A l'ombre du ciel
« Celui qui se consacre à l’étude des nuages est perdu. »
Marcel Beyer
Isabelle Giovacchini est une adepte des sciences inexactes. Toujours son travail – on pourrait dire ses expériences – puise dans les marges de techniques désuètes. Elle emprunte à l’homme de science lorsqu’il est encore dans l’erreur ou l’approximation, là où l’étude et la recherche manquent souvent de basculer dans la poésie, la mystique ou la folie.
Les deux œuvres exposées Chez Robert relèvent d’un dysfonctionnement photographique. L’une est constituée d’un tirage développé de manière incomplète où figure un ciel nuageux. L’autre est composée de fragments de verre noir, brisés et disposés au sol. Le verre noir fait obstacle à une transparence du regard et la brisure ajoute à son impossible usage dans un hypothétique dispositif optique. L’on est doublement empêché de voir.
Le titre de l’installation, L’ombre du ciel, est emprunté à une invention du photographe Edward Muybridge. Il s’agit d’un filtre permettant de palier la différence lumineuse entre le ciel et le sol et ainsi de pouvoir réunir les deux moitiés d’un paysage sur un même négatif. Avant cela les images, comme par exemple les fameuses marines de Gustave Le Gray, étaient composées de deux négatifs assemblés, l’un pour le ciel, le second pour la mer.

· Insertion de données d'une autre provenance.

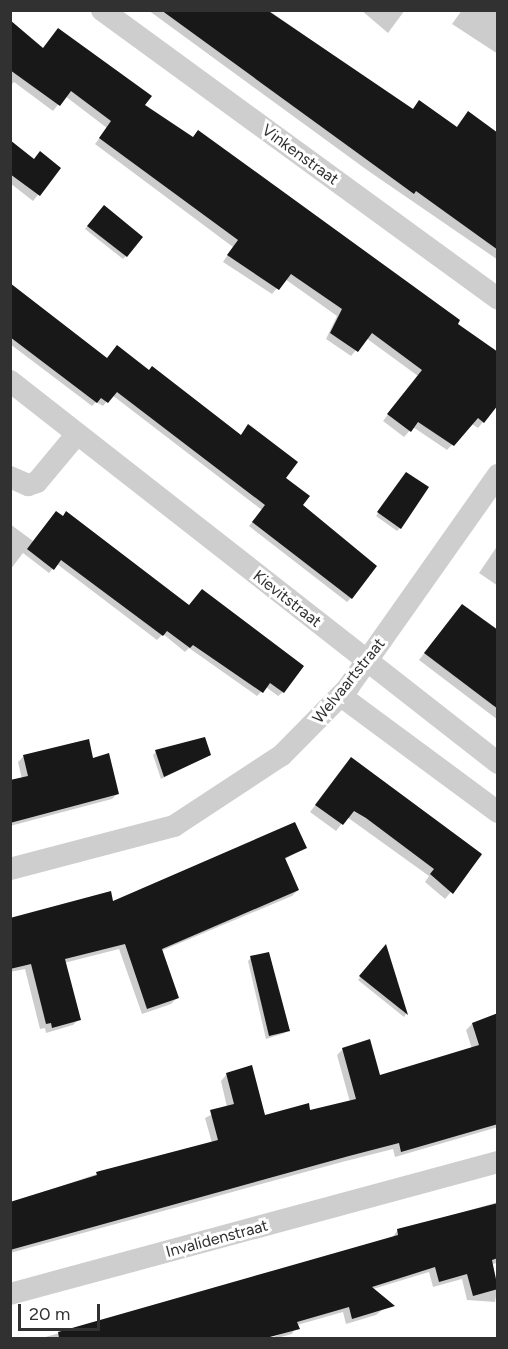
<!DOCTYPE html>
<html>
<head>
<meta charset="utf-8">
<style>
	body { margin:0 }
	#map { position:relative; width:508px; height:1349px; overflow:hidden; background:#fff; font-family:Figtree,sans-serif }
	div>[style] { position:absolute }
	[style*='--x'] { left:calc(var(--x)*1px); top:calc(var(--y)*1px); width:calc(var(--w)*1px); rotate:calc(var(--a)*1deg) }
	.shadow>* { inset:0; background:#0003 }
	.building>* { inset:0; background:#181818 }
	.street>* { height:22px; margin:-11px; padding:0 11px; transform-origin:11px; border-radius:11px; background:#cecece }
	span { translate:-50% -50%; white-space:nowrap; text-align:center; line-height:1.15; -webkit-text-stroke:6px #fff; paint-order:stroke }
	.street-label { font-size:16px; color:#313131 }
	.frame { position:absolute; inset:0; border:12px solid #313131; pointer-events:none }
	.scale { position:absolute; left:18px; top:1304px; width:82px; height:27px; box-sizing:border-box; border:3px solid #313131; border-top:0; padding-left:8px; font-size:18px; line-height:21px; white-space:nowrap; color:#313131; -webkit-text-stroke:4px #fff; paint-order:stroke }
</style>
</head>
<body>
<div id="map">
	<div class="shadow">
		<i style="clip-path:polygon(148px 10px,268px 10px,412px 110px,419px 102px,456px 128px,462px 119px,498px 169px,498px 260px,367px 170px)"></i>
		<i style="clip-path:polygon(361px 10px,405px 10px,388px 33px)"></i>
		<i style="clip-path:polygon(462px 10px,498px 10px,498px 54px,452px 24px)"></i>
		<i style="clip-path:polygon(10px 22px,42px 50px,143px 106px,483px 422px,478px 428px,472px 424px,447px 450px,413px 427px,404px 437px,383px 421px,418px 376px,366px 338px,351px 356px,326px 339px,337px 316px,285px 279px,272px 294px,223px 262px,233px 247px,95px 144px,107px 128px,65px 96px,53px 111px,14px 82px,10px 86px)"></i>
		<i style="clip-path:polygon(10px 142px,33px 160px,59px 169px,33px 201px,10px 183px)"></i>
		<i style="clip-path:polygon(101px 210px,126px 256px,123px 259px,85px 229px)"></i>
		<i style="clip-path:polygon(10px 286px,107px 359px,240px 436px,245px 430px,301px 506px,375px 566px,351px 598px,347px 602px,249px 526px,262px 510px,112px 395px,103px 406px,96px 402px,92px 406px,10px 344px)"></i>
		<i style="clip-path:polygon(404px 477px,400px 528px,397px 531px,376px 516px)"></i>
		<i style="clip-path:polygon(52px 517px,283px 692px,278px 696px,266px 687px,257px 696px,189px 648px,185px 652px,163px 634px,157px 640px,57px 564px,49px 573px,23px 553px,10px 570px,10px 524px,33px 541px)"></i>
		<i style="clip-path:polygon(498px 545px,498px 586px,479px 573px)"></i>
		<i style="clip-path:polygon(456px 612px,498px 634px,498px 720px,419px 660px)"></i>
		<i style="clip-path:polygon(156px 752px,210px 755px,161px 779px,153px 755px)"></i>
		<i style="clip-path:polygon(24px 756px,92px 759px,118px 793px,112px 799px,10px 826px,10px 782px,22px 779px,18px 762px)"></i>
		<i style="clip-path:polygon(351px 759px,482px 855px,445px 899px,425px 882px,429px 876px,347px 817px,336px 831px,310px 812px)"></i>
		<i style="clip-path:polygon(305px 847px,284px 860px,298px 890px,292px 896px,161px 951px,177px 998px,171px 1004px,142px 1014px,119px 949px,64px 963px,79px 1019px,73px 1025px,46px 1033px,45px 1028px,40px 1029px,25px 969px,10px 972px,10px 920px,112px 903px)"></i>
		<i style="clip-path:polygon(385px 947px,406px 1014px,404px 1017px,358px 980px)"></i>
		<i style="clip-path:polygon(251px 958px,288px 1030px,285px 1033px,266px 1039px,248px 961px)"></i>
		<i style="clip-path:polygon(472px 1024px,498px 1025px,498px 1127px,395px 1157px,393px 1149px,342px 1162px,10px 1253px,10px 1203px,97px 1174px,212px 1143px,205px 1118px,227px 1107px,221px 1081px,227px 1074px,264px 1117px,309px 1111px,350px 1102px,337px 1055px,343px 1049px,378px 1077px,472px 1049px,466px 1030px)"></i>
		<i style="clip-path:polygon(498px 1202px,498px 1263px,492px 1264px,498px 1284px,495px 1302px,467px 1300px,462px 1279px,433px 1287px,429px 1272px,373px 1289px,383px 1309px,376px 1315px,346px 1324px,343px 1312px,297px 1325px,292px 1334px,277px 1338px,271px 1338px,293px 1329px,260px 1338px,42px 1338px,392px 1238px,397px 1231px)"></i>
	</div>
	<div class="building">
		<i style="clip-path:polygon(161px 10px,267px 10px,413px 109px,419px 100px,457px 127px,468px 111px,498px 133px,498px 250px,416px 191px,414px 194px)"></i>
		<i style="clip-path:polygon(10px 20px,43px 48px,58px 28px,152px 96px,145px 105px,193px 137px,198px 130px,460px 320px,458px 324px,498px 352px,498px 405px,484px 423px,478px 418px,454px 446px,418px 422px,411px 432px,387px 414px,422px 370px,372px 333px,358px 352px,330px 333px,342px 309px,291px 274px,279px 290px,227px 255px,238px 240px,99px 138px,111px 121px,71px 91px,60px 106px,10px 70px)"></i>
		<i style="clip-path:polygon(10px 140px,34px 159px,40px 151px,61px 168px,40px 196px,10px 174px)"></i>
		<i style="clip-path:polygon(104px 205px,143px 237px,127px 257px,87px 226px)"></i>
		<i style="clip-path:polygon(10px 283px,107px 358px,117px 345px,149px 370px,152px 366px,241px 435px,248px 424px,298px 462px,286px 478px,310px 496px,303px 505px,377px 566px,352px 599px,252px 522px,265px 505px,117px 392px,108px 403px,101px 398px,97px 403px,10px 337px)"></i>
		<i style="clip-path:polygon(406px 472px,429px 487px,401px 529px,377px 512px)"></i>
		<i style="clip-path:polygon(56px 511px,63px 516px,66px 511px,189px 605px,202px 589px,304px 666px,284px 693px,270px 683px,263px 693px,193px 645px,190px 648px,167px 631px,163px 636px,61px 560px,54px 570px,27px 549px)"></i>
		<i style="clip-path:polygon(462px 604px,498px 630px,498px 709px,424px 653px)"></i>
		<i style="clip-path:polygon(205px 737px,211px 755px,164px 777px,155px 750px)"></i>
		<i style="clip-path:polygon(89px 739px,93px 758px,109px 753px,119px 794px,10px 823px,10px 780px,28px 776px,23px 755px)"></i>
		<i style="clip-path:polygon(351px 757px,482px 854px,453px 894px,430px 874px,434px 869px,366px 818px,354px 811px,343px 825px,315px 805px)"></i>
		<i style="clip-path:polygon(295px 822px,307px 848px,285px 858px,299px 890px,162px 949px,179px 998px,147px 1009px,125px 944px,65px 959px,81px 1020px,52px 1028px,51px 1023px,46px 1024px,31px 964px,10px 969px,10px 918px,111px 891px,113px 901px)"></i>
		<i style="clip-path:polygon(386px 944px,408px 1015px,359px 976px)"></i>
		<i style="clip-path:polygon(269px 952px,290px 1031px,269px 1036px,250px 956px)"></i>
		<i style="clip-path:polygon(498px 1013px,498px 1124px,401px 1152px,399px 1143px,349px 1156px,10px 1250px,10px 1202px,97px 1175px,96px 1172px,218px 1140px,210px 1110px,234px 1104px,226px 1073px,252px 1065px,265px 1115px,309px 1103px,310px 1110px,356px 1099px,342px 1048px,370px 1039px,380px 1075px,479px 1045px,472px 1023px)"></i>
		<i style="clip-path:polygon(498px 1203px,498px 1258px,492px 1260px,498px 1289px,473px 1296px,467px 1274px,439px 1282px,435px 1267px,372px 1287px,395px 1306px,352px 1319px,349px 1307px,297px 1322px,300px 1329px,266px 1338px,59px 1338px,58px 1332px,398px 1235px,397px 1229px)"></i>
	</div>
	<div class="street">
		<i style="--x:102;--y:10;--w:490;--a:36.1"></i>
		<i style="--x:10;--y:381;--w:620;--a:38.05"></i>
		<i style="--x:10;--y:477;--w:20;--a:24"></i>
		<i style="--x:28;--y:485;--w:9;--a:-18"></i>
		<i style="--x:37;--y:482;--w:62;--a:-50.2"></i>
		<i style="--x:341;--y:696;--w:195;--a:36.5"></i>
		<i style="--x:10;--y:869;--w:170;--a:-14.7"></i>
		<i style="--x:174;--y:826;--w:129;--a:-33.3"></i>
		<i style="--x:282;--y:755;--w:93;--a:-45.4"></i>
		<i style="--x:347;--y:689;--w:262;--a:-54.8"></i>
		<i style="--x:10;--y:1294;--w:506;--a:-15.14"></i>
	</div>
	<div class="street-label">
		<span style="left:300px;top:155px;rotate:36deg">Vinkenstraat</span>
		<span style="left:287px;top:599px;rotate:38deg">Kievitstraat</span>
		<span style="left:349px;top:681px;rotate:-51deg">Welvaartstraat</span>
		<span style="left:217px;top:1239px;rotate:-15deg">Invalidenstraat</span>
	</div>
	<div class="frame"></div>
	<div class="scale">20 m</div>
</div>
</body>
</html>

La référence remobilise l’invention de Muybridge, mais déplace l’ordre de ses éléments. C’est d’abord le titre qui joue, dans toute sa dimension littéraire et c’est seulement ensuite qu’intervient la question technique. Encore celle-ci est elle mise en échec par l’objet brisé qui vient souligner la réticence du réel à franchir le pas de sa représentation.
Mehr Licht ; idée absurde d’un dispositif capable de produire son ombre rencontre le motif du nuage dont la classification demeure une chimère. L’étude des nuages qui n’a jamais réussi à se constituer en une science se heurte à de nombreux écueils et notamment une mutation constante qui interdit toute modélisation. Ici encore la technique joue comme un élément littéraire : pour le grand tirage mural, l’image exposée a été plongée directement dans un bain de fixateur sans passer par un premier bain de révélateur. L’image reste donc latente, fixée dans l’attente d’une révélation qui n’adviendra pas. Le réel n’a de cesse d’échapper à la technique.
Le motif céruléen apparaît malgré tout, mais étouffé et seulement comme une image au second degré, un cliché pris dans un entrelacs de résonances, de dispositifs incomplets et d’images incertaines. Ce que raconte Isabelle Giovacchini est l’échec attendu de quiconque voudrait regarder le ciel de haut, le glissement de l’éblouissement à l’aveuglement.
Nicolas Giraud, août 2012
" He who is devoted to the study of clouds is lost.”
Marcel Beyer
Isabelle Giovacchini is an enthusiast of the inexact sciences. Her work, which in essence is based on her experiences, draws from the outdated methods of the old world. She is inspired by the quaint man of science, when his results were erroneous approximations, and where study and research were often blurred by poetry, mysticism, or madness.
The two works shown here are photographic malfunctions. One consists of an incompletely developed drawing, depicting a cloudy sky. The other is composed of fragments of black glass, broken and placed on the ground. The black glass is an obstacle to transparency and its shattered state reveals its inability to be used hypothetically as an optical device. Thus, one is prevented from seeing.
Though the title's In the Shadow of the sky is borrowed from Muybridge, it is first and foremost his literary play that is put forth. The technical dimension is thwarted by the broken object that emphasizes the real reluctance to take the step of representation.
Mehr licht is also a chimera, and again, the literary play dominates. The exposed image was immersed directly in a bath fixer without first using the developing bath. The image remains latent, frozen in the waiting, a revelation that will never happen. The real never ceases to escape technique.
Despite it all, the azure motif appears, though it is muffled and displays itself only as an image in the second degree; a photograph taken in a maze of resonances; unfinished devices and vague images. Through her work Giovacchini narrates that though failure is expected, anyone would want to look at the sky above, the inevitable shift to a glaring blindness.